*** Records for the task ***
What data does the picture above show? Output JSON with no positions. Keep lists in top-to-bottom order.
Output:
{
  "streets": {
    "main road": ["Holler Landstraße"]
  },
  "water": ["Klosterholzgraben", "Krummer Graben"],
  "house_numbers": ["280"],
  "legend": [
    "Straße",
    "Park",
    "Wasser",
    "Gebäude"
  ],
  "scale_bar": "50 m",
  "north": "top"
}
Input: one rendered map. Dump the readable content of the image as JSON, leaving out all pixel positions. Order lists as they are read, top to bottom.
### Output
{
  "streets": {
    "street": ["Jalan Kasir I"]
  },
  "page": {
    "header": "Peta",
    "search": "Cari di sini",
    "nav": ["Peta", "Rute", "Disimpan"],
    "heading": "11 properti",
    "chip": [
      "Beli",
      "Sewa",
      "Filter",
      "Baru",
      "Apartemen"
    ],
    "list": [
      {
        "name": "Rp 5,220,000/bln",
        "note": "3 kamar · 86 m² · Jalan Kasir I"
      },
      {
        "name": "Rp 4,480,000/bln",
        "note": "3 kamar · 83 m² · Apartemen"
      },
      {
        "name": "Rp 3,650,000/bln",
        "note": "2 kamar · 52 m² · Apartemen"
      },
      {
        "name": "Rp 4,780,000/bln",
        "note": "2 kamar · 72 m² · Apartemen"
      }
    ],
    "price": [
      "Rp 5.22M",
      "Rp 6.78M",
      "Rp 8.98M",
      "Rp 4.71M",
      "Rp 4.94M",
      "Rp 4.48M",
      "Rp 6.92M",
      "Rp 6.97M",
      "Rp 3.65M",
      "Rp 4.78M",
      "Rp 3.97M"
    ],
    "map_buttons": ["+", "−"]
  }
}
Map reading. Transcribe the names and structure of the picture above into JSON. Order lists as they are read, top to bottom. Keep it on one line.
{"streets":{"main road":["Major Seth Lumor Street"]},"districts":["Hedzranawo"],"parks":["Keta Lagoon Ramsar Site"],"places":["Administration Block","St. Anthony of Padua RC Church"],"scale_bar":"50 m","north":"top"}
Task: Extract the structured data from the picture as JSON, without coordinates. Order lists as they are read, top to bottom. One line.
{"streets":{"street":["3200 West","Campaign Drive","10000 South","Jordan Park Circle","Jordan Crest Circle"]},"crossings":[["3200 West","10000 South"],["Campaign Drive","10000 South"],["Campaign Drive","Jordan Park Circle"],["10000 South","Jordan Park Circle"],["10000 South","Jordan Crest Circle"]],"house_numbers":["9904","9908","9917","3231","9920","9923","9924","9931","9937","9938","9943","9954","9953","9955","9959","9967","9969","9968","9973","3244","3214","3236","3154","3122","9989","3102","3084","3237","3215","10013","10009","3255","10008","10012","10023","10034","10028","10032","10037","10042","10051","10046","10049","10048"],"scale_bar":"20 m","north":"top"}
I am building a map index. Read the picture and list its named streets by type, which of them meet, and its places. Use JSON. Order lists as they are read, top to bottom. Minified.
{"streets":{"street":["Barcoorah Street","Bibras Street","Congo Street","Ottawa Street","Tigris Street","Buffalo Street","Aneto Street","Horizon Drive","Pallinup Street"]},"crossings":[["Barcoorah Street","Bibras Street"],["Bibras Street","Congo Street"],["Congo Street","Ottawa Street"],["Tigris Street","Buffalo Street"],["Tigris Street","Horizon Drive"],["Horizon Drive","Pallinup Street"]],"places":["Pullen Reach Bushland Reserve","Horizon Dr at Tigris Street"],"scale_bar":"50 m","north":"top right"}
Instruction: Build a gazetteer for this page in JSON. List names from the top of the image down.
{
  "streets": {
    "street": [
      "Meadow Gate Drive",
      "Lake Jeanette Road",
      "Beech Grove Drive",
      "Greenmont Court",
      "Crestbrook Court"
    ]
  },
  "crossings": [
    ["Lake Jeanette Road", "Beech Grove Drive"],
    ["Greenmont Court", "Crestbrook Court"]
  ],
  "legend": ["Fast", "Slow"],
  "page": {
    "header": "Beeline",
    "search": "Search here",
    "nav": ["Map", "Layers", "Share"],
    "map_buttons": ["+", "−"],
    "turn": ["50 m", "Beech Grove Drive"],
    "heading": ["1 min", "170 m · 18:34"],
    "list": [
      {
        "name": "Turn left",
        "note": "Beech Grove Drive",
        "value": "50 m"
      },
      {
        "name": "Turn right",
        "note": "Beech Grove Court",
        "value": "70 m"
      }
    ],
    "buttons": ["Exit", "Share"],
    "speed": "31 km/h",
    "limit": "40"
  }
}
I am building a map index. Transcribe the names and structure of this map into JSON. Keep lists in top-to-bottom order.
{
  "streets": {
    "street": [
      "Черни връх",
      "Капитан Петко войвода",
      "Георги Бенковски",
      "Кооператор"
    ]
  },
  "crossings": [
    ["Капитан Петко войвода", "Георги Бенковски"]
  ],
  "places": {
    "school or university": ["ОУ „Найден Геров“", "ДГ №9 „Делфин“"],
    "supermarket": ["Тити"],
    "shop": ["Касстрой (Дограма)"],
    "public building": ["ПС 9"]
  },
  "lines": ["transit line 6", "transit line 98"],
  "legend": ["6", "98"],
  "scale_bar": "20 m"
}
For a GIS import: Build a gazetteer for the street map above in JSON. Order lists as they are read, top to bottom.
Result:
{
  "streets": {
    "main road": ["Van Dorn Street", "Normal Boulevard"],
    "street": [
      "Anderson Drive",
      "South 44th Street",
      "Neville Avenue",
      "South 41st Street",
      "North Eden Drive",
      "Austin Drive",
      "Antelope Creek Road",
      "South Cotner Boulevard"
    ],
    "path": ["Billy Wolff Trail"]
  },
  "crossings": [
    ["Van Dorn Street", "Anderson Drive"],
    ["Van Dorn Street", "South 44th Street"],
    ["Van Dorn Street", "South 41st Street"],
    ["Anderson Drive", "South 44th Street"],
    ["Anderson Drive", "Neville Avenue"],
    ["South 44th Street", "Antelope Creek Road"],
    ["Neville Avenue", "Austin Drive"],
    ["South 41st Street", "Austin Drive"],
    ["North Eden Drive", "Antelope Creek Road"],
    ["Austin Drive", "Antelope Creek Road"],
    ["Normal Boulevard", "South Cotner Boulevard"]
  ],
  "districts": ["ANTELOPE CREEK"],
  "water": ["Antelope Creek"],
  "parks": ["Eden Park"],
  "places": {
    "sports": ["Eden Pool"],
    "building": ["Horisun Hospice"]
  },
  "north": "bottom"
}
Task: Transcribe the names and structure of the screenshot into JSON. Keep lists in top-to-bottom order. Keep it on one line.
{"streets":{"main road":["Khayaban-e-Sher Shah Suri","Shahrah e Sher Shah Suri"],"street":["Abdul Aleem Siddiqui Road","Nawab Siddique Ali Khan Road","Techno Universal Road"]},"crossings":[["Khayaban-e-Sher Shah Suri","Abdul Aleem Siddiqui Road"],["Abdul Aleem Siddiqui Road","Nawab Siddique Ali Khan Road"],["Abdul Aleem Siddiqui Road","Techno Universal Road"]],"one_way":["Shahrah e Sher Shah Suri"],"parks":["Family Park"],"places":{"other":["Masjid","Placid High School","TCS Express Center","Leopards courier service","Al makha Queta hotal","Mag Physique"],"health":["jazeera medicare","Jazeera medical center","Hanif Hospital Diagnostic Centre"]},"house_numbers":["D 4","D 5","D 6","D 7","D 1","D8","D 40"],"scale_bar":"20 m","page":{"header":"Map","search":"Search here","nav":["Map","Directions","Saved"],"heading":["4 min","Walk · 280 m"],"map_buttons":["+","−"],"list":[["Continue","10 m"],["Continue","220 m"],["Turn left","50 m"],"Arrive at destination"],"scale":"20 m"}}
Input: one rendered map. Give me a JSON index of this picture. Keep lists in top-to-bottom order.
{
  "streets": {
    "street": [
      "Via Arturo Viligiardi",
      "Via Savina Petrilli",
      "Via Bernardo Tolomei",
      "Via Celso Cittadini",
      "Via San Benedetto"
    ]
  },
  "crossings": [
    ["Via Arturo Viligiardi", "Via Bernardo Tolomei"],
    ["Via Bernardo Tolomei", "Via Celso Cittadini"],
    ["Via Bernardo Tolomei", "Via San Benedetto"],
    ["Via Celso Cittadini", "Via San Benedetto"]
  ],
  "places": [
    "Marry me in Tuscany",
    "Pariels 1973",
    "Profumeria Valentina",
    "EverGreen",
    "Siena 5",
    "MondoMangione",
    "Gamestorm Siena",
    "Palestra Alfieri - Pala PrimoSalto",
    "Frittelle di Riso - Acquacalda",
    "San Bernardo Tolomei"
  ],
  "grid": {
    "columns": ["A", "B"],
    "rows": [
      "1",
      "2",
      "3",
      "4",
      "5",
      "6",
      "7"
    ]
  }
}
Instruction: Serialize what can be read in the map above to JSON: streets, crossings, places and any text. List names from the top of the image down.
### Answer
*** End of Records for the task ***
-- About this task --
Count every line of the entries that holds the string "positions". Please answer with the count alone.

-- Response area --
2